** TASK PROMPT **
Your answer should consist of the listing, repeated exactly.

** RECORDS TO USE **
◆ ◆ ◆ ◆ ◆

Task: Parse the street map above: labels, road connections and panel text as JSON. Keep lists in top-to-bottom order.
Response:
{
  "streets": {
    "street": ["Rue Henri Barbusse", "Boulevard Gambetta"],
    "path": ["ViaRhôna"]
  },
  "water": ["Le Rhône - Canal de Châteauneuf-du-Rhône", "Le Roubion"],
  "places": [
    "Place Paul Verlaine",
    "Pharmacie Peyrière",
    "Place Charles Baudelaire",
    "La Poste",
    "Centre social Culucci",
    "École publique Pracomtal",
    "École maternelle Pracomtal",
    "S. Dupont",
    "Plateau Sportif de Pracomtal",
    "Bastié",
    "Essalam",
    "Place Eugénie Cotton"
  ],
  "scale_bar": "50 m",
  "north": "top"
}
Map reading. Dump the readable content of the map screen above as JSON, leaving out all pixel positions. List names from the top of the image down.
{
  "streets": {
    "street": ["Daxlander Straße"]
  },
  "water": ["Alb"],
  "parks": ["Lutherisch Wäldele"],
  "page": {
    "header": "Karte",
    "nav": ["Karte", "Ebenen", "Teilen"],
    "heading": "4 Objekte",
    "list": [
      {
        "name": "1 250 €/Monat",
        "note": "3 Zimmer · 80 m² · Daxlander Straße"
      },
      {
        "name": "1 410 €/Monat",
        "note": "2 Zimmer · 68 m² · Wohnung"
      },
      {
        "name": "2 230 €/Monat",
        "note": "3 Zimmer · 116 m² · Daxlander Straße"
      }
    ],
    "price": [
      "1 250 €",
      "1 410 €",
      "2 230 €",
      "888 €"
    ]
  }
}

◆ ◆ ◆ ◆ ◆

** RESULT OF THIS TASK **
Task: Parse the street map above: labels, road connections and panel text as JSON. Keep lists in top-to-bottom order.
Response:
{
  "streets": {
    "street": ["Rue Henri Barbusse", "Boulevard Gambetta"],
    "path": ["ViaRhôna"]
  },
  "water": ["Le Rhône - Canal de Châteauneuf-du-Rhône", "Le Roubion"],
  "places": [
    "Place Paul Verlaine",
    "Pharmacie Peyrière",
    "Place Charles Baudelaire",
    "La Poste",
    "Centre social Culucci",
    "École publique Pracomtal",
    "École maternelle Pracomtal",
    "S. Dupont",
    "Plateau Sportif de Pracomtal",
    "Bastié",
    "Essalam",
    "Place Eugénie Cotton"
  ],
  "scale_bar": "50 m",
  "north": "top"
}
Map reading. Dump the readable content of the map screen above as JSON, leaving out all pixel positions. List names from the top of the image down.
{
  "streets": {
    "street": ["Daxlander Straße"]
  },
  "water": ["Alb"],
  "parks": ["Lutherisch Wäldele"],
  "page": {
    "header": "Karte",
    "nav": ["Karte", "Ebenen", "Teilen"],
    "heading": "4 Objekte",
    "list": [
      {
        "name": "1 250 €/Monat",
        "note": "3 Zimmer · 80 m² · Daxlander Straße"
      },
      {
        "name": "1 410 €/Monat",
        "note": "2 Zimmer · 68 m² · Wohnung"
      },
      {
        "name": "2 230 €/Monat",
        "note": "3 Zimmer · 116 m² · Daxlander Straße"
      }
    ],
    "price": [
      "1 250 €",
      "1 410 €",
      "2 230 €",
      "888 €"
    ]
  }
}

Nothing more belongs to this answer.